‘Bleak’ UN climate report says countries must now cut emissions deeper and faster to meet Paris goals

Greenhouse gas emissions need to fall 7.6% a year across the world, faster than previously estimated, to avoid the worst consequences of climate change, according to a report from the United Nations that found that nations have fallen behind in meeting climate goals.

That level of emissions cuts is necessary if the world is to fulfill the most ambitious goal of the 2015 Paris Climate accord — limiting the Earth’s warming to 1.5 degrees Celsius (2.7 degrees Fahrenheit).

Countries in the Paris deal pledged to hold total global warming to “well below” 2 degrees Celsius and agreed to “pursue efforts” to limit warming to 1.5 degrees.

“The summary findings are bleak. Countries collectively failed to stop the growth in global GHG emissions, meaning that deeper and faster cuts are now required,” said the U.N’s annual “emissions gap” report published Tuesday, which assesses the difference between the world’s current path and what’s required to meet the goals of the Paris agreement.

The report found greenhouse emissions have increased 1.5% per year in the last decade, stabilizing only briefly between 2014 and 2016. Emissions reached a record in 2018.

They would have to start falling fast to reach the goals of the Paris pact, under which nations set their own nonbinding targets for reducing carbon emissions.

By 2030, emissions would need to be 25% or 55% lower than 2018 levels to put the world on the “least-cost pathway” to limiting global warming to below 2 degrees and 1.5 degrees, respectively.

Countries must triple the ambition of their Paris pledges to achieve the below 2 degrees goal and increase their targets fivefold to hit the more ambitious 1.5 degrees level.

A previous report issued by the U.N. Intergovernmental Panel on Climate Change in October 2018 warned about the implications of the 1.5 degree temperature threshold.

It said that avoiding that temperature increase is necessary to avert extreme heat, water scarcity, mass death of coral reefs, and significant sea level rise.

That report sparked a number of small countries to make commitments to reach net-zero emissions by 2050. It also inspired the rise of the “Green New Deal” and pushed Democratic presidential candidates to make pledges for the U.S. to meet the net-zero emissions by midcentury goal.

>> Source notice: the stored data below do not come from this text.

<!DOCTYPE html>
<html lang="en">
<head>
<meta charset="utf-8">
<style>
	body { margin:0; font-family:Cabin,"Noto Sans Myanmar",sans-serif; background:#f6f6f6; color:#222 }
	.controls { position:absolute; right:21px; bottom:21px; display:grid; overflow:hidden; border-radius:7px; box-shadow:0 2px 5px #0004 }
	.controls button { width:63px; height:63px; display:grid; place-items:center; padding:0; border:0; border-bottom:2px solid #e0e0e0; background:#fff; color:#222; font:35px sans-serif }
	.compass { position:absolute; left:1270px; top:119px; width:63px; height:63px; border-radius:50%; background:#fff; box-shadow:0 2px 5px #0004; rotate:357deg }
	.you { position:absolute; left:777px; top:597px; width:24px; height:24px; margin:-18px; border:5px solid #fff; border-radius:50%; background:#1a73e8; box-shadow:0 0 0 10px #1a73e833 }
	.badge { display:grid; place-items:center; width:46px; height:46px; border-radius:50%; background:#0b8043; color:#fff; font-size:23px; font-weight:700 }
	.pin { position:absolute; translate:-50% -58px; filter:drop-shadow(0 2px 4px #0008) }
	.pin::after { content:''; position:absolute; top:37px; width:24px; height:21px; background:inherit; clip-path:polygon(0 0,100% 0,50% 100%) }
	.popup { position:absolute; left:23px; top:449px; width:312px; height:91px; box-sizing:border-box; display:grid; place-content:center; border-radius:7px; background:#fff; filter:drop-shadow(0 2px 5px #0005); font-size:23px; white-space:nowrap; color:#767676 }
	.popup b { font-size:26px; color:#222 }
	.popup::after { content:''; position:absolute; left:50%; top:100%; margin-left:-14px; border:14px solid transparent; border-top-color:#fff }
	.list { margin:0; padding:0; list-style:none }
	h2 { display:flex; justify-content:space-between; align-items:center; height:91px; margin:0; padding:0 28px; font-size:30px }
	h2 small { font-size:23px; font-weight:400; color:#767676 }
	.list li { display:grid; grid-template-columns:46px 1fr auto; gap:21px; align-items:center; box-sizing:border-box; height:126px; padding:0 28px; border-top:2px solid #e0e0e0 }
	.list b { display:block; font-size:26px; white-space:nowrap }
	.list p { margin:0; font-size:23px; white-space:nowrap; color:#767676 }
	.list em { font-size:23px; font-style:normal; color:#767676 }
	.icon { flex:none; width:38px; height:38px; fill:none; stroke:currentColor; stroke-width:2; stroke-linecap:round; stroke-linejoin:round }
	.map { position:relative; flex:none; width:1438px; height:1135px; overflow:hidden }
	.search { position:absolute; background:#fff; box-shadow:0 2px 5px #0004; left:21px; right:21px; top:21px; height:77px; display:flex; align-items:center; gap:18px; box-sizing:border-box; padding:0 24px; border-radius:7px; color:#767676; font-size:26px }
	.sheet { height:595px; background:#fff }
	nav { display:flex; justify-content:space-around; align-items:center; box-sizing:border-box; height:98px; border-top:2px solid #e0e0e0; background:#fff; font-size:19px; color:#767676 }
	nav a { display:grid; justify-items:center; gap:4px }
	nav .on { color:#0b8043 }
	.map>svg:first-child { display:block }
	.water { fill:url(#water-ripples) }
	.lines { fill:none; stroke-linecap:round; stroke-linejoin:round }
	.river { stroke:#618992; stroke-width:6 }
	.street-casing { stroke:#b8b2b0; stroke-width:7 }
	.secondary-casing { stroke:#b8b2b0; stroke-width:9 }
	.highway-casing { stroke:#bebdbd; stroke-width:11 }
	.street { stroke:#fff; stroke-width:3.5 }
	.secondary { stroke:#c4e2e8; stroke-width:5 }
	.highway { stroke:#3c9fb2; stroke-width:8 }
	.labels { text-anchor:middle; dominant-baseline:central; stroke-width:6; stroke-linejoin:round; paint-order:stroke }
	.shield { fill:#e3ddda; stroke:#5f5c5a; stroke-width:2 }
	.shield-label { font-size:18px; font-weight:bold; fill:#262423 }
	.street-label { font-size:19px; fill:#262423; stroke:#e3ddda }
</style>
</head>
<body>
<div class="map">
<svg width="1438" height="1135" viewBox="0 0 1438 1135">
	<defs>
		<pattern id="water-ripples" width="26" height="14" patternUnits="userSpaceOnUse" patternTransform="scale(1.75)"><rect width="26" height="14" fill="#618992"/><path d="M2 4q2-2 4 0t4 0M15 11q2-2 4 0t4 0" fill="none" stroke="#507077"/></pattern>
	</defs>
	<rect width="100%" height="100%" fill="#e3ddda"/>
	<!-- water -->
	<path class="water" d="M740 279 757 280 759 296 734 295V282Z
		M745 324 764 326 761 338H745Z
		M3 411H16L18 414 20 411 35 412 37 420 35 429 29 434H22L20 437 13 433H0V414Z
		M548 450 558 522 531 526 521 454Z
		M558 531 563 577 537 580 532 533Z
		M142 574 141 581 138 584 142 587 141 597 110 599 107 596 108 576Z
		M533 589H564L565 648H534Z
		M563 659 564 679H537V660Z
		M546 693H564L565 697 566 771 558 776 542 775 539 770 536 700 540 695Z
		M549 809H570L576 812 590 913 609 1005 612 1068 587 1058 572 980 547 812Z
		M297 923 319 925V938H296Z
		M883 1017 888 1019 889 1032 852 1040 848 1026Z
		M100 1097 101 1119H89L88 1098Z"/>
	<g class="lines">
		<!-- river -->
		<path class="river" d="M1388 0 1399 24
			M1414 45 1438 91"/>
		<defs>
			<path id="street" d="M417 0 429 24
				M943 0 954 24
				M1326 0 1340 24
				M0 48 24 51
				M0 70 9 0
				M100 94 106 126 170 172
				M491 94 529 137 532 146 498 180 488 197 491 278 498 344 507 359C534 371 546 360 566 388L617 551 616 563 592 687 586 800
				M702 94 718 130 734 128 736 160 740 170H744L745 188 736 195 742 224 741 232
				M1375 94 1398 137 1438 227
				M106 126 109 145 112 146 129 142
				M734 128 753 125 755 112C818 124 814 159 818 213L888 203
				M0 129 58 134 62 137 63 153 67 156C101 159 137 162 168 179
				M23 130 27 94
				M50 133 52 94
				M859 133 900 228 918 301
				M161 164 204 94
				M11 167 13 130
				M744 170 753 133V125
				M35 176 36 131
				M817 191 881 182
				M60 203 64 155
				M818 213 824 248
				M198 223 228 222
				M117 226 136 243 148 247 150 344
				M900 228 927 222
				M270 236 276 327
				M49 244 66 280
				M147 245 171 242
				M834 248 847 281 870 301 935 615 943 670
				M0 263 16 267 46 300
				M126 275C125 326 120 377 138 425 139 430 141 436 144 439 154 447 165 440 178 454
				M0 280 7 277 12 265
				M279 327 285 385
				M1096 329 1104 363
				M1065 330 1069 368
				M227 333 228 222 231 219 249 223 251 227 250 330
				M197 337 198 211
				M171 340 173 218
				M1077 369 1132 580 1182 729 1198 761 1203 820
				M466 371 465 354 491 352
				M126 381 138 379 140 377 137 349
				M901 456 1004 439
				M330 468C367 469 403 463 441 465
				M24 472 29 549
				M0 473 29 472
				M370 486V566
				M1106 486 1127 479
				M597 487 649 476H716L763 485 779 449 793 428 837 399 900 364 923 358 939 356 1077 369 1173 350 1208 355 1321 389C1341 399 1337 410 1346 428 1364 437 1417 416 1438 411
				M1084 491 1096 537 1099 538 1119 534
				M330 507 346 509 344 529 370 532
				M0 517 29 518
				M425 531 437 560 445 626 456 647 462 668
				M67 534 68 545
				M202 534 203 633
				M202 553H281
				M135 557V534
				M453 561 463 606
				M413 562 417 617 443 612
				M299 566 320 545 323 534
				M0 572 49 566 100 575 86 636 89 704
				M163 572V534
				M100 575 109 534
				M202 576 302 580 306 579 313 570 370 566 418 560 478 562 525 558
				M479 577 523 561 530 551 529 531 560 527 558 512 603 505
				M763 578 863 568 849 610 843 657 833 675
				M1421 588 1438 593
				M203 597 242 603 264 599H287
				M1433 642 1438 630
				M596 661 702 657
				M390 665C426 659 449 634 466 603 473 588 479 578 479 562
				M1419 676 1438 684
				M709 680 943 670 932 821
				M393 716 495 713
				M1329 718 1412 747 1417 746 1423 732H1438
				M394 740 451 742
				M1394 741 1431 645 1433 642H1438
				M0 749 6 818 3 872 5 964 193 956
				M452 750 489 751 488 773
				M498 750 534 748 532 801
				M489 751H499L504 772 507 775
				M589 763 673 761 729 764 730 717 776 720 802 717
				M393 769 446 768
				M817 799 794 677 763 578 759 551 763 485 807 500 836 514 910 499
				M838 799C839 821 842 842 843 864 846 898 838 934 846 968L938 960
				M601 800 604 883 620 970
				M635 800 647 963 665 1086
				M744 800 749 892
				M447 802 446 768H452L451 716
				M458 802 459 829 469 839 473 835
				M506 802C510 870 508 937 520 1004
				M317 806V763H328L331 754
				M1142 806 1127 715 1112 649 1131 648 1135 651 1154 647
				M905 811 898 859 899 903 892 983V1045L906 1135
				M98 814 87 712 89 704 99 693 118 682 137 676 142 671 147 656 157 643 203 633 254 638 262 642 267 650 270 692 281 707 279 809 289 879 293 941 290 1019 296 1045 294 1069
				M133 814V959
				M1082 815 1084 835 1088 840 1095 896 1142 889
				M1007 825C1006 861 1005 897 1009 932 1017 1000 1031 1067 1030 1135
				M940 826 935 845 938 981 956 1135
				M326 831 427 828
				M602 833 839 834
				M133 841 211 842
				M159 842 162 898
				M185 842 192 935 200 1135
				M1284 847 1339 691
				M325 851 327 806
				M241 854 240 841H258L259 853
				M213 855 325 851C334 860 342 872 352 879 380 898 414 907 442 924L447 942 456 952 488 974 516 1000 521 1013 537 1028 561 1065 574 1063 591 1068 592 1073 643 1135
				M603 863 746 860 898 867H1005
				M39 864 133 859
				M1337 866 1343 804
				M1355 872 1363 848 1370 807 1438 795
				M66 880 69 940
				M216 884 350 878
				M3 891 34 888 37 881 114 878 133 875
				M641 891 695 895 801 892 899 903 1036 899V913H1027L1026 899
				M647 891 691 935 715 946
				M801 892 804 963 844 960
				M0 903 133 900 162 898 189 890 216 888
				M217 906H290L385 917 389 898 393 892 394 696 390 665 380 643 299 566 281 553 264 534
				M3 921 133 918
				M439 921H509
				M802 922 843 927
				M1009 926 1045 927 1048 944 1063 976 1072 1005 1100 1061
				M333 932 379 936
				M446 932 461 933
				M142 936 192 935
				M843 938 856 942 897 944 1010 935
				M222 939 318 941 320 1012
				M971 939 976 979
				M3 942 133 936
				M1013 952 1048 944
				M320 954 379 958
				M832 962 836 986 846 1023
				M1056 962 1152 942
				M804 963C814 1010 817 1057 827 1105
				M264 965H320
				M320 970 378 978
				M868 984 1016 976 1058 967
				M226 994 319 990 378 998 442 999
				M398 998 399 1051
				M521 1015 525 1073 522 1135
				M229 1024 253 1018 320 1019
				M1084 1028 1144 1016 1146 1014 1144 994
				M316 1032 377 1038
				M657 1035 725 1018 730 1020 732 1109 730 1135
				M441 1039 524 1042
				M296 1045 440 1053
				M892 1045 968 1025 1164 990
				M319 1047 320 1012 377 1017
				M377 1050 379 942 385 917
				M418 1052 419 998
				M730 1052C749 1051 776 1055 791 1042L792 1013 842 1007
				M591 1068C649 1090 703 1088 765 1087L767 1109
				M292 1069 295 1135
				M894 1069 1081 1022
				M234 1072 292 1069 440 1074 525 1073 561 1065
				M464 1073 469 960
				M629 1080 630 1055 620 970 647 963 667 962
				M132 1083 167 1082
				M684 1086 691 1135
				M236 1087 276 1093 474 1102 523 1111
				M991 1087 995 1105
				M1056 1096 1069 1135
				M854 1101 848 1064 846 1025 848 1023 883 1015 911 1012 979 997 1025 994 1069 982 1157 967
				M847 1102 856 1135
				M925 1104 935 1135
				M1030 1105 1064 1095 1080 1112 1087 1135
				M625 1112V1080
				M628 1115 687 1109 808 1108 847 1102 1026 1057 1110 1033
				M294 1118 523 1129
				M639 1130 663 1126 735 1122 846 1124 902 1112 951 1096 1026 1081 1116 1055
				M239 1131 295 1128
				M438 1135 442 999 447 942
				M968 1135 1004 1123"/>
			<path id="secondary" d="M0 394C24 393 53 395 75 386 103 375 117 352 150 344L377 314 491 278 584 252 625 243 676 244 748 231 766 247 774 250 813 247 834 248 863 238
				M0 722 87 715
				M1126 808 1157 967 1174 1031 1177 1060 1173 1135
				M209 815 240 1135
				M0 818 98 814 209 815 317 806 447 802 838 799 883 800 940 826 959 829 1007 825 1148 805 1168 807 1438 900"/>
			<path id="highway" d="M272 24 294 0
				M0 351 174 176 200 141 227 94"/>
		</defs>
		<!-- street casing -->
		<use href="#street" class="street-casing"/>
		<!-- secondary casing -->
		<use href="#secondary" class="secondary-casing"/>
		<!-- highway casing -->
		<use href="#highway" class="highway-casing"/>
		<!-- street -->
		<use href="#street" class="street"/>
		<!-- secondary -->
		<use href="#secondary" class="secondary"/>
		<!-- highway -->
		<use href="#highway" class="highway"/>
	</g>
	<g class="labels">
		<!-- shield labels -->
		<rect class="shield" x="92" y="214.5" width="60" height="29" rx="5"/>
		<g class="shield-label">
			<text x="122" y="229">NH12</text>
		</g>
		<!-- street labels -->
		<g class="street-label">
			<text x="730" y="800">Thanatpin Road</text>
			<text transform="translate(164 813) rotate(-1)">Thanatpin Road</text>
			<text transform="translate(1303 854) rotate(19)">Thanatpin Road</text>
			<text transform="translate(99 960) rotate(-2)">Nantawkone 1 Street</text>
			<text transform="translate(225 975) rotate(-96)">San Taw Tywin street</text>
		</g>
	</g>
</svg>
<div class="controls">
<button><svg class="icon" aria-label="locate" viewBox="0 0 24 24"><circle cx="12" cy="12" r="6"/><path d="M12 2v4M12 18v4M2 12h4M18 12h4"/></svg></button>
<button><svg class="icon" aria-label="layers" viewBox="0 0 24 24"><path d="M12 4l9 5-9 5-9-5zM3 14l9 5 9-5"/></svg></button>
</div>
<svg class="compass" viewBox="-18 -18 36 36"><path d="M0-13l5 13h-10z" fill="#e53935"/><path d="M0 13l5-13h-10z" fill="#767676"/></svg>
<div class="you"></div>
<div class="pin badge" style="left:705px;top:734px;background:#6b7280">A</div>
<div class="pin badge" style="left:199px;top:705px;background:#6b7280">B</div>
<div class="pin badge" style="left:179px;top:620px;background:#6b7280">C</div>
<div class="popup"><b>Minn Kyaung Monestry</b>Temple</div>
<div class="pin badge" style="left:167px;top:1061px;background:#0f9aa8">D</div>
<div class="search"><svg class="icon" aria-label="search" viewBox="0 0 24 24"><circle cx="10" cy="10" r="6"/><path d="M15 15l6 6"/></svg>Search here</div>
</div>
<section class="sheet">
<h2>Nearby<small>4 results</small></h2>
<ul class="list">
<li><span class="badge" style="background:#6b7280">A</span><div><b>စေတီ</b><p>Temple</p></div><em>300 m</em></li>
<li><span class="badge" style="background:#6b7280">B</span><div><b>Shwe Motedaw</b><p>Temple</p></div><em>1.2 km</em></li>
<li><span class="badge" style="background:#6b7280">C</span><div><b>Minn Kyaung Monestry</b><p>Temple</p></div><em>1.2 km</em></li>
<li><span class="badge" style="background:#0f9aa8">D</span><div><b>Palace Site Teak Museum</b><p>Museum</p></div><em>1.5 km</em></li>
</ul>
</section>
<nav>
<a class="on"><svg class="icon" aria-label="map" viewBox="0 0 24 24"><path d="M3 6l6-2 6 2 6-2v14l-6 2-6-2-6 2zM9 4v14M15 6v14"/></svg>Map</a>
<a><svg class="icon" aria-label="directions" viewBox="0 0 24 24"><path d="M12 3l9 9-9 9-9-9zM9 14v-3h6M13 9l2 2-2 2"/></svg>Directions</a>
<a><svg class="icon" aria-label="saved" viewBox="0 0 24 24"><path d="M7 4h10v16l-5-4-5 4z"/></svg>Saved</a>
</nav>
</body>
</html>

President Trump has initiated the U.S. withdrawal from the Paris accord, but it remains a part of the pact under U.N. rules until one day after the November 2020 presidential election.

The U.S., the world’s second-largest emitter, remains far away from reaching its Paris target, set by the Obama administration, of reducing emissions 26% to 28% below 2005 levels by 2025.

U.S. carbon emissions from energy spiked 2.7% in 2018 after years of steady declines, the Energy Information Administration has found, although emissions are on track to slightly decline again this year.